Updating the DAC Criteria, Part 11 (FINAL). From Evaluation Criteria to Design Principles

**10 min read**

Evaluation criteria used in development contexts do not only show what evaluation commissioners, evaluators and other stakeholders value. They also provide an indication of the issues that could – and likely should – be a focus in the design and implementation of development interventions (i.e., projects, programmes, policies, events, relationships such as networks and coalitions, etc., institutions, systems, etc.).

In other words, they point to design principles intervention planners and implementers should keep in mind.

Evaluative practices – monitoring, reflection, assessment, review, evaluation, etc. – are of course intended to inform strategies, plans and implementation efforts. This is very well highlighted by the well-known Developmental Evaluation, the very useful yet still undervalued book Managing for Sustainable Development Impact, and many others. So it makes sense that our evaluation criteria should be reflected in intervention design principles, and vice versa.

This means tightening the connection between an intervention design, its implementation, its monitoring and evaluation – including when we think of the evaluation criteria we might want to use. But there is a caveat: that we anchor our focus on using what we know in order to optimise the chance of development success. This implies that we need to engage very explicitly and thoughtfully with what we mean by ‘development’ – and the values that underpin our understanding of the concept.

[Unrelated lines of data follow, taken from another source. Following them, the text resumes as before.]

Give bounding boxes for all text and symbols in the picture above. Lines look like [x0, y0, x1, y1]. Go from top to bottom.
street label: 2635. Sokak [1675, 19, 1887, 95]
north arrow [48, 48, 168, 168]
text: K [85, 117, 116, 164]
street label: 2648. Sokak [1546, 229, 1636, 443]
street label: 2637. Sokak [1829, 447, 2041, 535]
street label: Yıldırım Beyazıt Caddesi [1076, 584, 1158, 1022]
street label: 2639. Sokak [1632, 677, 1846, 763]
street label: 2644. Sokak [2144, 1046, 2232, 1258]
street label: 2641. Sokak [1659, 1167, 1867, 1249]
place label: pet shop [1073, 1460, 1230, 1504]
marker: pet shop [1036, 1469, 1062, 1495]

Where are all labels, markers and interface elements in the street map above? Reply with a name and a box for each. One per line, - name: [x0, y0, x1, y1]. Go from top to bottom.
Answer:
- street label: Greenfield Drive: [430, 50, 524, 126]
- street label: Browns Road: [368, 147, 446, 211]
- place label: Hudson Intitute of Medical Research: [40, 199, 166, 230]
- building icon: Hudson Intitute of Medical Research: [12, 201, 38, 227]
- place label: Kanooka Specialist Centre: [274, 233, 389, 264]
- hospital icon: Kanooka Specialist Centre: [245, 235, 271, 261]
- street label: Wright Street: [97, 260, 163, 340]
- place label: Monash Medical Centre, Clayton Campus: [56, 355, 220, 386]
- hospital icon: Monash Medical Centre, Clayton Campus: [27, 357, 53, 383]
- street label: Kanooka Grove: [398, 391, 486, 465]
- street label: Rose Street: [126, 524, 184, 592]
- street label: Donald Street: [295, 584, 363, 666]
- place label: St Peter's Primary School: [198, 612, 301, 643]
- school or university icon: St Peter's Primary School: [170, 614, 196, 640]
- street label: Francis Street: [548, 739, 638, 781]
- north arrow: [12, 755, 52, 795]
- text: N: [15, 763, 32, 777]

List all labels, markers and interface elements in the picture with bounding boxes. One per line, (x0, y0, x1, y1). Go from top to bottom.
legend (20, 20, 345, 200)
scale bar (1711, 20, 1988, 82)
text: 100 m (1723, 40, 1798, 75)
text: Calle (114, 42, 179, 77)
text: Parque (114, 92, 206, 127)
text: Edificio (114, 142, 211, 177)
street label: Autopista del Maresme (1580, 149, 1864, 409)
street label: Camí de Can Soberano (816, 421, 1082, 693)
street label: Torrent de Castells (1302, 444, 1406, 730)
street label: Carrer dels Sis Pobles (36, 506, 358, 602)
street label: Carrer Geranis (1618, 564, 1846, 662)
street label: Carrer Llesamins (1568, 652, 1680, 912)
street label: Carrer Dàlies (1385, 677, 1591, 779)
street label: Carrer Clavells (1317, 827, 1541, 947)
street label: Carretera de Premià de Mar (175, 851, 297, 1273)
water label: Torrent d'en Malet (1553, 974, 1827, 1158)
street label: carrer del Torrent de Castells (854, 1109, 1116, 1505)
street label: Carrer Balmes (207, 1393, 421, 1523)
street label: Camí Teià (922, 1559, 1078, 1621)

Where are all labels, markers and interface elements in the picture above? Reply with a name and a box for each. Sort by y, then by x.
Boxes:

So – how is development reflected in our ‘theories of change’, or in our thinking about ‘large systems change’? Do we buy into that which the 2030 Agenda and its SDGs project? But then what about its notions of unlimited growth, captured among others in the ‘no-one left behind’ mantra? Do we agree with the neoliberal philosophy of development? Do we promote a focus on economic development through conventional capitalism? Or human security? Or rights-based human development? How important is transformative development? Do we believe in the urgency of the Anthropocene and the need for holistic perspectives on development? Do we have a micro or macro perspective – thinking about communities or countries or the planet as a whole? How important is the recognition of culture and cultural differences? Do we search for non-conventional approaches that explain the extremely impressive success of outlier countries? Or do we bask in the comfort of familiar ideas and models? Do we connect development directly with ‘resilience’? Do we think of development as a project or a programme, or as a trajectory? Do we recognise the crucial connections with global systems, and the complex adaptive systems behaviour of development interventions? Or do we believe in reductionism, working in fragmented bits that are easy to deal with – to the detriment of a holism? And the role of humanitarian assistance: how does that connect to development and how do our interventions and evaluations reflect such connections?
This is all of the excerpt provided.